Il y a des soirées où les mots ne sont pas seulement dits, mais transmis.
Autour de son livre D’origine Algérienne, Iyasoony a engagé une conversation dense sur l’exil, la transmission et la reconquête culturelle, de l’Algérie de la décennie noire à la France d’aujourd’hui. La rencontre, animée par Maya Zerrouki Bendimerad, fondatrice du média culturel algérien Dzdia, s’est tenue à la Librairie Aïcha le 17 décembre dernier.


©Limia Semai pour Dzdia

D’origine Algérienne de Iyasoony : Une parole née d’une génération marquée
Au fil de la discussion, Iyasoony est revenu sur un point fondateur : être né pendant la décennie noire, avec ce que cela implique de peur, d’instabilité et de traumatismes.
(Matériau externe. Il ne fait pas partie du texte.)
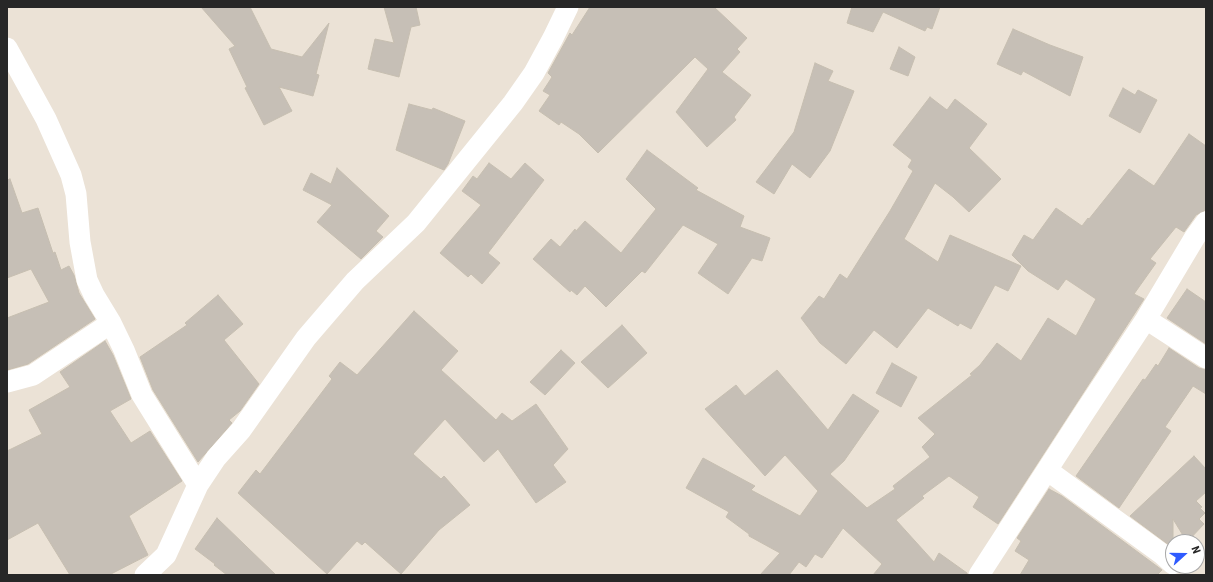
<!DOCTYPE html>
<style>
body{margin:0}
#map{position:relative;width:1213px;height:582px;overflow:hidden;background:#ebe2d6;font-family:"Roboto Condensed",sans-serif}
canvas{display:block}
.frame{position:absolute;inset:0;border:8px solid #272727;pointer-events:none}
.north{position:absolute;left:1165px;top:534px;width:40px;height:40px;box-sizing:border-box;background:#fff;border:1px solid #a9a9a9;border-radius:50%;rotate:69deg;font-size:11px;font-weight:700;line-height:16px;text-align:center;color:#272727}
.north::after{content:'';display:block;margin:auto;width:14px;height:18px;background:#2f5bff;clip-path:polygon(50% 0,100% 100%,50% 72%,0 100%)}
</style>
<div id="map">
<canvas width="1213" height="582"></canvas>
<div class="frame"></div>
<div class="north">N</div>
</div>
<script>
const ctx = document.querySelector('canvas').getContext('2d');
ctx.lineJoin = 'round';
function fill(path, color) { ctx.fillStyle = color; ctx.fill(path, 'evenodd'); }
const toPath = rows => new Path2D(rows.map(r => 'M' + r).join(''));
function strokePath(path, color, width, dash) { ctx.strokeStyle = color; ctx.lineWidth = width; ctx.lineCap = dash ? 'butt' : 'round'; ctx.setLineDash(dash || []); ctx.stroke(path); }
const building = toPath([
 [201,7,250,7,271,49,302,57,329,23,316,74,319,75,313,96,279,87,292,111,264,125,245,88,247,87,229,49,235,46,201,7],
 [384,7,416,7,420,25,411,27,399,77,368,69,375,39,394,43,384,7],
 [590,7,714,7,747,38,737,49,740,52,722,72,751,95,734,117,736,120,707,147,676,112,708,69,695,57,598,153,579,134,561,122,559,125,539,111,550,95,543,91,552,77,548,73,570,33,572,35,590,7],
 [852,7,940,7,932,29,927,27,925,31,883,12,873,32,847,23,852,7],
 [1013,29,1050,45,1083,57,1070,96,1023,71,1021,75,997,64,1013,29],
 [899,47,915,57,908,76,890,69,899,47],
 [815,63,833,71,828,81,854,91,830,151,810,178,792,164,774,194,756,182,794,132,815,63],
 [1123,88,1135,95,1138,90,1157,100,1140,133,1109,116,1123,88],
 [930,97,947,110,955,99,987,124,969,148,1001,179,969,212,953,197,935,183,904,239,938,262,950,235,1021,266,1008,291,995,285,971,329,960,323,958,326,928,308,897,348,874,330,846,364,820,343,801,318,819,296,824,299,840,274,847,279,890,211,913,171,908,167,912,160,893,145,930,97],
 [409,104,432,110,433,108,465,121,448,164,444,170,396,150,409,104],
 [1189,134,1206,146,1206,208,1204,211,1196,215,1184,232,1176,227,1150,259,1156,263,1134,294,1144,299,998,524,973,507,979,497,949,476,922,496,924,498,896,520,934,562,939,553,967,573,967,575,873,575,882,564,843,528,822,558,815,554,806,567,799,562,789,575,760,575,780,553,749,536,749,534,726,517,729,512,686,488,703,458,755,486,751,490,800,516,818,491,785,455,765,476,705,409,736,385,745,396,777,370,828,430,853,394,879,411,844,461,830,474,867,508,895,489,893,486,930,457,922,447,935,434,918,418,972,375,970,374,980,365,997,343,1021,361,1048,318,1076,336,1096,299,1066,279,1058,290,1028,271,1012,255,1024,235,1033,240,1056,208,1082,226,1088,218,1089,219,1129,169,1154,186,1189,134],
 [647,150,698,188,696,190,744,216,740,227,770,238,762,261,752,258,728,294,698,273,718,244,683,225,645,273,642,271,606,307,585,286,577,295,571,290,570,292,533,259,551,239,560,247,575,229,576,231,585,221,621,253,656,209,626,179,647,150],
 [489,163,511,179,525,163,544,180,488,253,500,263,482,284,471,274,468,277,440,253,481,205,462,191,473,176,477,179,489,163],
 [337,168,389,216,376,231,383,237,361,259,317,222,332,205,303,190,311,173,331,184,337,168],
 [10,179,22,213,38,208,53,253,55,252,61,270,69,266,74,275,79,293,95,319,28,364,7,370,7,318,49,302,31,269,7,278,7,180,10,179],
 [1187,289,1206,302,1206,344,1167,318,1187,289],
 [218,295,243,324,224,340,259,384,240,411,229,420,232,423,198,462,153,390,140,357,187,325,185,323,218,295],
 [414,311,458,351,441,370,496,420,502,413,512,421,536,404,568,449,553,465,566,482,536,503,498,449,484,462,445,419,413,454,441,479,444,476,470,505,439,530,401,574,365,542,362,545,357,541,327,574,238,493,256,470,260,474,332,379,329,376,340,362,357,375,414,311],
 [622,325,647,353,608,388,581,362,622,325],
 [105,341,113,355,131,399,110,411,131,443,150,431,182,481,129,516,148,555,109,575,70,575,38,523,7,540,7,451,42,434,29,410,70,387,60,372,105,341],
 [1169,348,1199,368,1206,370,1206,394,1193,386,1165,427,1171,431,1119,508,1076,476,1143,379,1145,380,1156,364,1158,366,1169,348],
 [561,350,575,363,545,395,530,382,561,350],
 [892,363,917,377,901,407,876,393,892,363],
 [1194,456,1206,469,1206,492,1196,501,1202,507,1200,508,1205,513,1199,519,1204,524,1187,542,1173,519,1173,548,1130,516,1194,456],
 [1049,489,1062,496,1162,570,1157,575,1020,575,1029,560,1015,551,1021,541,1017,538,1049,489],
 [217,518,276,575,227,575,214,565,215,564,195,549,217,518]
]);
const street = toPath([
 [7,48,46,119,71,175,76,194,80,242,87,280,94,295,111,323,124,350,142,395,198,485],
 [1146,319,1206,358],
 [7,382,33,375,111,323],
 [1047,470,1162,554,1173,564],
 [145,575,166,555,198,485,216,458,241,430,306,338,355,281,416,223,513,103,534,73,553,38,568,7],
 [979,575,1084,413,1146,319,1195,237,1206,222]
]);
fill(building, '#c6bfb6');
strokePath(building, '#c6beb0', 1);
strokePath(street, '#fff', 21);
</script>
D’ailleurs, dans son livre, cette période n’est pas un décor lointain : elle pèse sur les trajectoires, sur les silences, sur la manière dont une génération apprend à se construire. Iyas Begriche nous partage avec émotion ce passage pour évoquer ce souvenir.
« Je suis né en 1996, pendant une période très compliquée.
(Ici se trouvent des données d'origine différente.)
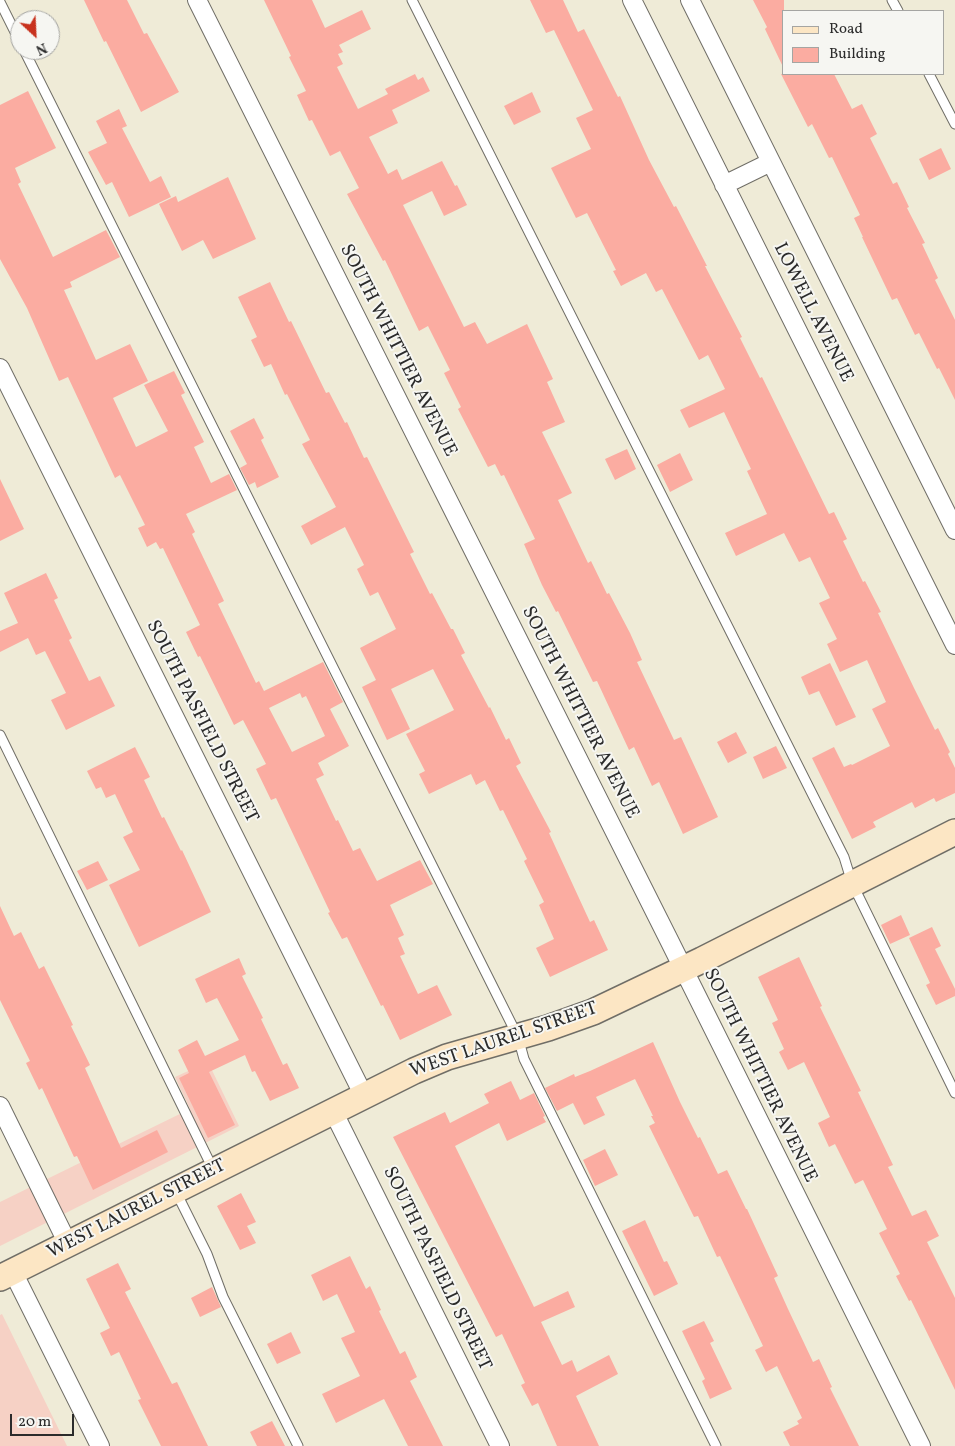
<!DOCTYPE html>
<html>
<head>
<meta charset="utf-8">
<style>
  body { margin:0 }
  #map { position:relative; width:955px; height:1446px; overflow:hidden; background:#efebd7; font-family:Vollkorn,serif }
  canvas { display:block }
  .legend { position:absolute; left:782px; top:10px; width:162px; height:65px; box-sizing:border-box; background:#f6f6f2; border:1px solid #a5a5a2; margin:0; padding:6px 9px; list-style:none; font-size:15px; color:#2b2b2b }
  .legend li { display:flex; align-items:center; gap:10px; height:25px }
  .legend b { width:25px; border:1px solid #a5a5a2 }
  .north { position:absolute; left:10px; top:10px; width:50px; height:50px; box-sizing:border-box; background:#f6f6f2; border:1px solid #a5a5a2; border-radius:50%; rotate:155deg; font-size:14px; font-weight:700; line-height:20px; text-align:center; color:#2b2b2b }
  .north::after { content:''; display:block; margin:auto; width:18px; height:22px; background:#c8321e; clip-path:polygon(50% 0,100% 100%,50% 72%,0 100%) }
  .scale { position:absolute; left:10px; top:1414px; width:64px; height:22px; box-sizing:border-box; border:2px solid #2b2b2b; border-top:0; padding-left:6px; font-size:15px; line-height:18px; white-space:nowrap; color:#2b2b2b; -webkit-text-stroke:4px #f6f6f2; paint-order:stroke }
</style>
</head>
<body>
<div id="map">
<canvas width="955" height="1446"></canvas>
<ul class="legend">
<li><b style="height:6px;background:#fce6c4"></b>Road</li>
<li><b style="height:14px;background:#fbaca1"></b>Building</li>
</ul>
<div class="north">N</div>
<div class="scale">20 m</div>
</div>
<script>
const context = document.querySelector('canvas').getContext('2d');
context.lineJoin = 'round';
function fill(path, color) { context.fillStyle = color; context.fill(path, 'evenodd'); }
const toPath = rows => new Path2D(rows.map(r => 'M' + r).join(''));
function stroke(path, color, width, dash) { context.strokeStyle = color; context.lineWidth = width; context.lineCap = dash ? 'butt' : 'round'; context.setLineDash(dash || []); context.stroke(path); }
function label(font, color, halo, rows, align = 'center') {
  context.font = font + ' Vollkorn,serif'; context.lineWidth = 4; context.setLineDash([]); context.textBaseline = 'middle'; context.strokeStyle = halo; context.fillStyle = color; for (const [text, x, y, turn = 0] of rows) {
    context.save(); context.translate(x, y); context.rotate((+turn || 0) * Math.PI / 180); context.textAlign = isNaN(turn) ? turn : align; if (halo) context.strokeText(text, 0, 0); context.fillText(text, 0, 0); context.restore();
  }
}
const built = toPath([
  [208,1062,239,1126,0,1246,0,1202,190,1109,175,1077],
  [2,1314,67,1446,0,1446,0,1315]
]);
const building = toPath([
  [84,0,127,0,144,34,147,33,179,92,141,112,106,41,104,42],
  [264,0,312,0,325,28,362,10,371,29,339,45,343,52,338,54,343,64,337,67,358,109,388,94,385,89,415,74,418,80,423,77,430,91,392,110,398,123,369,137,388,174,397,169,402,180,442,161,455,186,457,185,467,205,444,216,432,191,403,205,464,327,475,322,487,344,527,324,553,379,547,382,565,422,542,432,572,493,558,500,588,563,591,561,607,594,609,593,630,633,642,660,637,662,674,740,681,737,718,817,683,834,659,782,652,786,634,747,629,750,597,681,593,682,558,611,556,612,542,585,524,544,535,539,504,475,501,476,495,464,488,467,458,409,461,407,444,373,450,370,428,326,419,331,385,260,383,261,347,194,359,188,340,151,330,156,312,120,309,121,297,95,306,91,289,57,291,56],
  [530,0,563,0,578,32,584,29,618,97,620,96,649,160,674,207,676,206,707,266,705,266,742,337,740,338,760,378,762,377,829,514,834,512,847,539,843,541,863,582,865,581,881,612,878,613,914,688,935,730,938,728,950,752,948,754,955,768,955,793,936,802,934,798,915,808,912,802,873,822,876,827,852,839,812,758,834,747,844,767,851,764,852,765,890,746,872,709,886,702,867,660,840,672,827,644,837,639,819,603,830,598,810,557,799,562,784,533,736,556,725,533,767,514,747,471,751,469,724,412,689,428,680,410,725,389,708,355,699,360,662,289,656,292,646,273,621,286,613,271,616,270,587,213,576,218,551,168,591,149,576,118,593,110,554,30,546,33],
  [753,0,784,0,784,69,765,29,767,27],
  [781,74,834,74,852,109,862,104,877,134,870,138,893,184,897,182,909,207,907,208,925,243,922,244,938,278,935,280,955,320,955,400,939,368,937,369,919,333,915,335,897,298,892,300,862,237,863,237,854,218,860,215,832,157,829,158,812,124,808,127],
  [28,91,56,148,15,168,21,182,18,184,53,257,106,230,120,257,70,282,72,287,64,290,96,360,130,344,148,381,113,398,136,447,168,431,144,385,174,371,185,393,181,395,204,442,194,447,211,483,229,474,237,490,186,514,195,532,192,534,224,601,218,604,256,683,259,681,264,691,323,662,343,702,330,709,349,746,318,763,324,775,316,779,336,821,338,820,353,851,360,848,377,881,420,860,433,884,390,905,404,935,398,938,405,954,400,956,418,994,437,985,452,1015,400,1040,383,1005,381,1006,347,937,342,939,328,913,330,912,276,798,271,800,256,769,266,764,243,720,234,725,200,656,198,657,186,632,200,625,163,548,160,549,156,542,147,547,138,528,145,525,120,475,115,478,68,377,59,381,27,308,0,259,0,105],
  [300,693,302,698,306,696,325,736,292,752,269,708],
  [532,92,541,112,514,125,504,106],
  [119,109,127,126,122,128,150,182,161,176,171,197,129,217,112,182,106,185,88,152,107,143,96,121],
  [941,148,951,169,929,180,919,159],
  [228,177,256,239,213,259,203,240,182,251,159,204,176,196,178,202],
  [270,282,289,322,291,321,326,393,329,392,345,423,347,422,364,458,367,457,414,552,410,554,430,594,432,593,451,629,453,629,465,653,461,655,489,708,490,707,506,740,509,738,521,763,516,766,551,832,549,833,590,922,594,920,608,950,550,977,536,948,554,939,539,905,544,902,524,861,527,859,503,810,500,811,485,780,476,785,471,774,429,794,419,774,425,771,406,734,454,710,433,669,391,689,410,729,387,740,362,687,376,680,360,648,396,629,378,592,370,596,357,569,364,565,345,527,311,545,301,526,336,507,302,444,310,440,287,394,285,395,271,364,264,367,251,340,257,337,238,297],
  [254,418,264,438,261,440,279,477,257,488,255,482,249,485,240,468,247,464,230,431],
  [627,449,636,469,615,480,605,459],
  [680,453,693,480,670,492,657,465],
  [0,479,24,529,0,541],
  [46,573,58,598,54,600,72,638,69,640,89,681,100,676,115,706,66,730,51,700,66,693,45,651,36,655,28,638,0,652,0,631,18,623,4,593],
  [830,663,856,717,836,726,819,691,809,695,801,677],
  [736,732,747,753,728,763,717,742],
  [776,746,787,768,763,779,753,757],
  [135,747,150,777,144,780,162,818,164,817,181,851,182,850,211,912,139,947,109,885,140,870,123,837,133,832,115,794,106,798,101,787,96,789,87,771],
  [98,861,108,880,87,890,77,871],
  [0,906,14,936,21,932,39,969,44,966,73,1025,71,1026,90,1065,85,1068,121,1148,157,1130,168,1152,93,1190,77,1156,74,1157,42,1088,39,1090,26,1063,30,1061,0,1000],
  [901,915,910,935,890,944,881,925],
  [932,927,941,946,935,949,955,989,955,996,936,1005,926,985,930,983,909,938],
  [799,957,822,1006,820,1007,861,1091,858,1092,893,1165,888,1167,912,1216,926,1210,939,1236,927,1242,955,1298,955,1390,911,1300,909,1301,896,1276,900,1274,879,1233,887,1229,863,1180,855,1184,835,1144,829,1147,818,1123,830,1117,804,1062,788,1070,779,1052,784,1049,772,1023,778,1020,758,977],
  [239,958,246,974,242,976,263,1018,261,1019,283,1065,287,1063,299,1088,270,1101,255,1071,252,1072,245,1055,209,1072,235,1125,208,1138,179,1078,189,1073,178,1050,197,1040,205,1056,239,1040,217,998,206,1003,195,979],
  [653,1042,680,1102,698,1138,700,1137,718,1174,727,1170,746,1209,747,1209,778,1276,774,1278,788,1309,813,1362,819,1359,832,1387,830,1388,859,1446,790,1446,783,1432,799,1424,797,1421,802,1418,777,1366,766,1372,755,1350,763,1346,720,1256,717,1257,698,1216,694,1217,649,1126,655,1123,651,1116,653,1116,635,1079,596,1097,605,1115,584,1125,573,1103,557,1111,545,1088,574,1074,575,1077,590,1071],
  [511,1081,520,1100,534,1093,545,1116,543,1117,546,1122,507,1141,499,1123,455,1146,534,1307,568,1291,575,1307,541,1322,562,1365,572,1360,577,1372,609,1355,618,1374,576,1396,599,1446,557,1446,538,1403,532,1406,521,1385,525,1383,502,1334,496,1337,393,1137,445,1112,450,1123,489,1103,484,1094],
  [605,1149,618,1175,595,1186,583,1160],
  [241,1193,256,1222,247,1226,256,1243,240,1250,217,1206],
  [645,1220,664,1262,667,1261,678,1284,654,1296,622,1231],
  [350,1256,366,1289,370,1286,381,1310,379,1311,400,1354,405,1351,417,1377,410,1381,443,1446,408,1446,384,1399,336,1423,322,1394,360,1376,341,1338,355,1332,337,1294,323,1301,311,1275],
  [118,1263,131,1289,125,1292,172,1384,177,1382,208,1446,161,1446,138,1400,141,1399,119,1352,111,1356,100,1333,110,1328,86,1279],
  [212,1287,221,1307,200,1317,191,1298],
  [704,1321,714,1341,710,1343,732,1389,710,1399,702,1381,705,1379,682,1331],
  [291,1332,301,1353,277,1364,267,1344],
  [272,1421,285,1446,257,1446,250,1432]
]);
const lane = toPath([
  [412,0,844,857,852,883,955,1093],
  [892,0,898,11],
  [0,2,20,42],
  [24,50,518,1037,524,1059,716,1446],
  [929,74,955,124],
  [0,735,213,1169],
  [176,1192,207,1254,223,1297,298,1446]
]);
const street = toPath([
  [197,0,668,938,921,1446],
  [632,0,955,645],
  [690,0,955,530],
  [724,185,771,162],
  [0,368,364,1096],
  [0,1106,68,1244],
  [333,1111,500,1446],
  [13,1272,100,1446]
]);
const secondary = toPath([
  [0,1278,414,1071,447,1057,548,1028,593,1012,702,960,955,832]
]);
const streetNames = [
  ["LOWELL AVENUE",812,313,63],
  ["SOUTH WHITTIER AVENUE",397,351,63],
  ["SOUTH WHITTIER AVENUE",579,713,63],
  ["SOUTH PASFIELD STREET",201,722,63],
  ["WEST LAUREL STREET",504,1041,-19],
  ["SOUTH WHITTIER AVENUE",759,1076,64],
  ["WEST LAUREL STREET",137,1210,-27],
  ["SOUTH PASFIELD STREET",436,1269,64]
];
fill(built, '#f6d1c5');
fill(building, '#fbaca1');
stroke(lane, '#706e67', 11);
stroke(street, '#706e67', 20);
stroke(secondary, '#706e67', 28);
stroke(lane, '#fff', 9);
stroke(street, '#fff', 18);
stroke(secondary, '#fce6c4', 25);
label('19px', '#2b2b2b', '#f6f6f2', streetNames);
</script>
</body>
</html>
Iyasoony dans D’origine Algérienne
On appelait ça la décennie noire.
Une époque où chaque jour était une victoire.
Chaque retour à la maison, un soulagement.
…
Je suis né à un moment où l’Algérie comptait ses morts chaque soir.
Et pourtant, ce jour-là, elle m’a compté parmi les vivants. »
Arriver en France, puis tenir
Aussi, l’auteur a raconté sa venue en France et les obstacles rencontrés en tant qu’Algérien. Entre les démarches, la fatigue de devoir prouver, expliquer, recommencer. Sans chercher l’effet, il met des mots sur une expérience partagée par beaucoup. D’un côté, l’écart entre le départ imaginé et de l’autre, la réalité concrète de l’installation.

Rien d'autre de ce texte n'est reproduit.